Caffeine blocks adenosine receptors
Descriptions of caffeine’s method of action usually focus primarily on its acute stimulating effects. Caffeine binds to cerebral adenosine receptors as a non-selective antagonist. One function of adenosine’s G-protein-coupled receptors (A1, A2A, A2B, A3) is to modulate the receptor efficiency of a wide range of neurotransmitters – e.g. by altering conductivity for K+- and Ca2+ channels – as well as cell metabolism, where they influence the activity of adenylate cyclase and phospholipase C. Adenosine is therefore properly classified not as a neurotransmitter but as a neuromodulator, whose concentration changes depending on the energy states in cells. The higher the level of energy consumption, the faster the concentration of adenosine rises; it is also a degradation product of ATP (adenosine triphosphate), a key supplier of energy to nerve cells and glial cells.
Caffeine blocks “go to sleep” signalling
Another of adenosine’s functions is also possibly linked to this feedback mechanism: if the body experiences unusually long periods of wakefulness, adenosine levels in the brain gradually rise until finally brought back down by restful sleep. This observation has led to the hypothesis that adenosine could be a key substance that drives the need to sleep. On this view, its sleep-inducing effect is primarily transmitted by the adenosine receptor A1 subtype, which is expressed ubiquitously – but not homogeneously – in the brain. As an effective blocker of this mechanism, caffeine can thus temporarily lessen the urge to sleep. This not only correlates with the personal experience of many coffee drinkers, but can also be proven using electroencephalography, where the EEG shows characteristic changes to brainwaves.
One population of cholinergic neurons in the basal forebrain is ascribed a key role in regulating the process of falling asleep. These cells project into broad regions of the neocortex, where they also control the input sensitivity of the cortical neurons.

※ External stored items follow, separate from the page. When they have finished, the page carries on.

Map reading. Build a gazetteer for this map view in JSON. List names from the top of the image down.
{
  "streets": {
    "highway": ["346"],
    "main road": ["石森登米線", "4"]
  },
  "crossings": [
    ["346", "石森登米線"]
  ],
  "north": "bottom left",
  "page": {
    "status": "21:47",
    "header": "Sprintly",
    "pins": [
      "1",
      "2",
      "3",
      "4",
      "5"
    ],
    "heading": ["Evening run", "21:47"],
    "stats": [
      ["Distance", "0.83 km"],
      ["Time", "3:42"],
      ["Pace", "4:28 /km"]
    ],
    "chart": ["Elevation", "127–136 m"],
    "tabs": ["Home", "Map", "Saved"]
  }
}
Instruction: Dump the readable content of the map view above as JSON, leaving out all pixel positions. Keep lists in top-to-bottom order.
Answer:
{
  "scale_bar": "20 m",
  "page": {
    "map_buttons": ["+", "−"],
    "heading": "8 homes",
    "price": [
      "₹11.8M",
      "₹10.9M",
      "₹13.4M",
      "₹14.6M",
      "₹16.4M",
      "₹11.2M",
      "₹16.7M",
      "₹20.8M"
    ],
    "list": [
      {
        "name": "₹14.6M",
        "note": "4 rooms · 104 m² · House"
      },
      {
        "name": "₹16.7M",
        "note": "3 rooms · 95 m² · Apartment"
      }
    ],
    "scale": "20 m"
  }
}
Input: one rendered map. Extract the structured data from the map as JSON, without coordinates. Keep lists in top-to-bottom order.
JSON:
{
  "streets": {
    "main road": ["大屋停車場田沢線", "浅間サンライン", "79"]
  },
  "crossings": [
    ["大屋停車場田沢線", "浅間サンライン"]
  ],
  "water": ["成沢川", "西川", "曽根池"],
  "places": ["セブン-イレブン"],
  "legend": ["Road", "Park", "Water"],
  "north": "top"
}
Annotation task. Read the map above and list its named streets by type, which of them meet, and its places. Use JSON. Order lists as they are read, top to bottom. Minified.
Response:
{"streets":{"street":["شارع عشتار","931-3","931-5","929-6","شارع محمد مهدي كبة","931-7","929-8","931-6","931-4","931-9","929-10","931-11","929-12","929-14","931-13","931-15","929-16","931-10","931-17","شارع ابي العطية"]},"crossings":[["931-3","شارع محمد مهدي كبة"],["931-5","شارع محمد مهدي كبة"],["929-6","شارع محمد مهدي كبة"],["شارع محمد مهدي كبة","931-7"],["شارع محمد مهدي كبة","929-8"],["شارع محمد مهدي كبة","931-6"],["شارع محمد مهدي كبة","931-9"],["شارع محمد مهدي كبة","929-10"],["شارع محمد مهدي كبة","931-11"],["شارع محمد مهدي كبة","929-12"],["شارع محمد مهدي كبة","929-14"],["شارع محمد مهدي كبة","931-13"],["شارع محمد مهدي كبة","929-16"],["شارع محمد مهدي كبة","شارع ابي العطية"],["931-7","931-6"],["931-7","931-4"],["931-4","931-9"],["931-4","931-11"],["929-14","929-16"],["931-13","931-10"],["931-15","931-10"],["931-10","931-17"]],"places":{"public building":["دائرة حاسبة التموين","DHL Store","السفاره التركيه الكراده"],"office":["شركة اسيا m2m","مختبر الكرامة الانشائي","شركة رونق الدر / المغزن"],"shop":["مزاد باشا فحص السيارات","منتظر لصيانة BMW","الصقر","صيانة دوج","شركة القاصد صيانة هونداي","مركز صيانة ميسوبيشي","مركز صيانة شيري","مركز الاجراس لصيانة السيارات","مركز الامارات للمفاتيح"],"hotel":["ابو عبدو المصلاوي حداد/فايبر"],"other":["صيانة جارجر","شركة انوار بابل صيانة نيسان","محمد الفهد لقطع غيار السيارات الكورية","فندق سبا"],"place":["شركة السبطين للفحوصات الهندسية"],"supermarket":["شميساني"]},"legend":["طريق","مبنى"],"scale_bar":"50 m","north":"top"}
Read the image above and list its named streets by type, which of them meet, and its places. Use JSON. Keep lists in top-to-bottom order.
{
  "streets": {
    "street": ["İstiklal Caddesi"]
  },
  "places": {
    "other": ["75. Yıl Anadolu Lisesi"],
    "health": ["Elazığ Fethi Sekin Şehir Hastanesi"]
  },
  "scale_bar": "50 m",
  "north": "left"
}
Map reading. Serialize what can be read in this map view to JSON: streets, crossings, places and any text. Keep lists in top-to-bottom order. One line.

The cholinergic projection neurons feature A1-type adenosine receptors, which are significantly upregulated after prolonged periods of wakefulness or sleep deprivation. Using molecular imaging techniques, we have confirmed that these results from animal experimentation studies also apply to humans. Interestingly, however, the A1 adenosine receptors in humans also showed pronounced upregulation following sleep deprivation in other parts of the brain – especially those of the neocortex. Accordingly, adenosine appears to play a substantial role in the regulation of homeostatic sleep regulation, i.e. with interdependence on neuronal activity and energy metabolism. As a result, caffeine exerts an influence on the sleep-relevant A1 receptors in both the basal forebrain and the neocortex, thus delaying the “go to sleep” signal.
Fig. 2 (left) Magnetic resonance tomography (MRT) of the lateral view of a test subject’s head. (centre) Adenosine receptors (bright orange), the binding sites for caffeine, occur throughout the brain and are especially proliferous in the cerebrum; made visible here by PET and the targeted tagging substance [18F]CPFPX. (right) After injection of caffeine (here: 4.1 mg per kg body weight), the adenosine receptors are no longer visible on the PET scan, since caffeine has displaced the tagging substance at the receptors. VT is a metric for the tagging substance.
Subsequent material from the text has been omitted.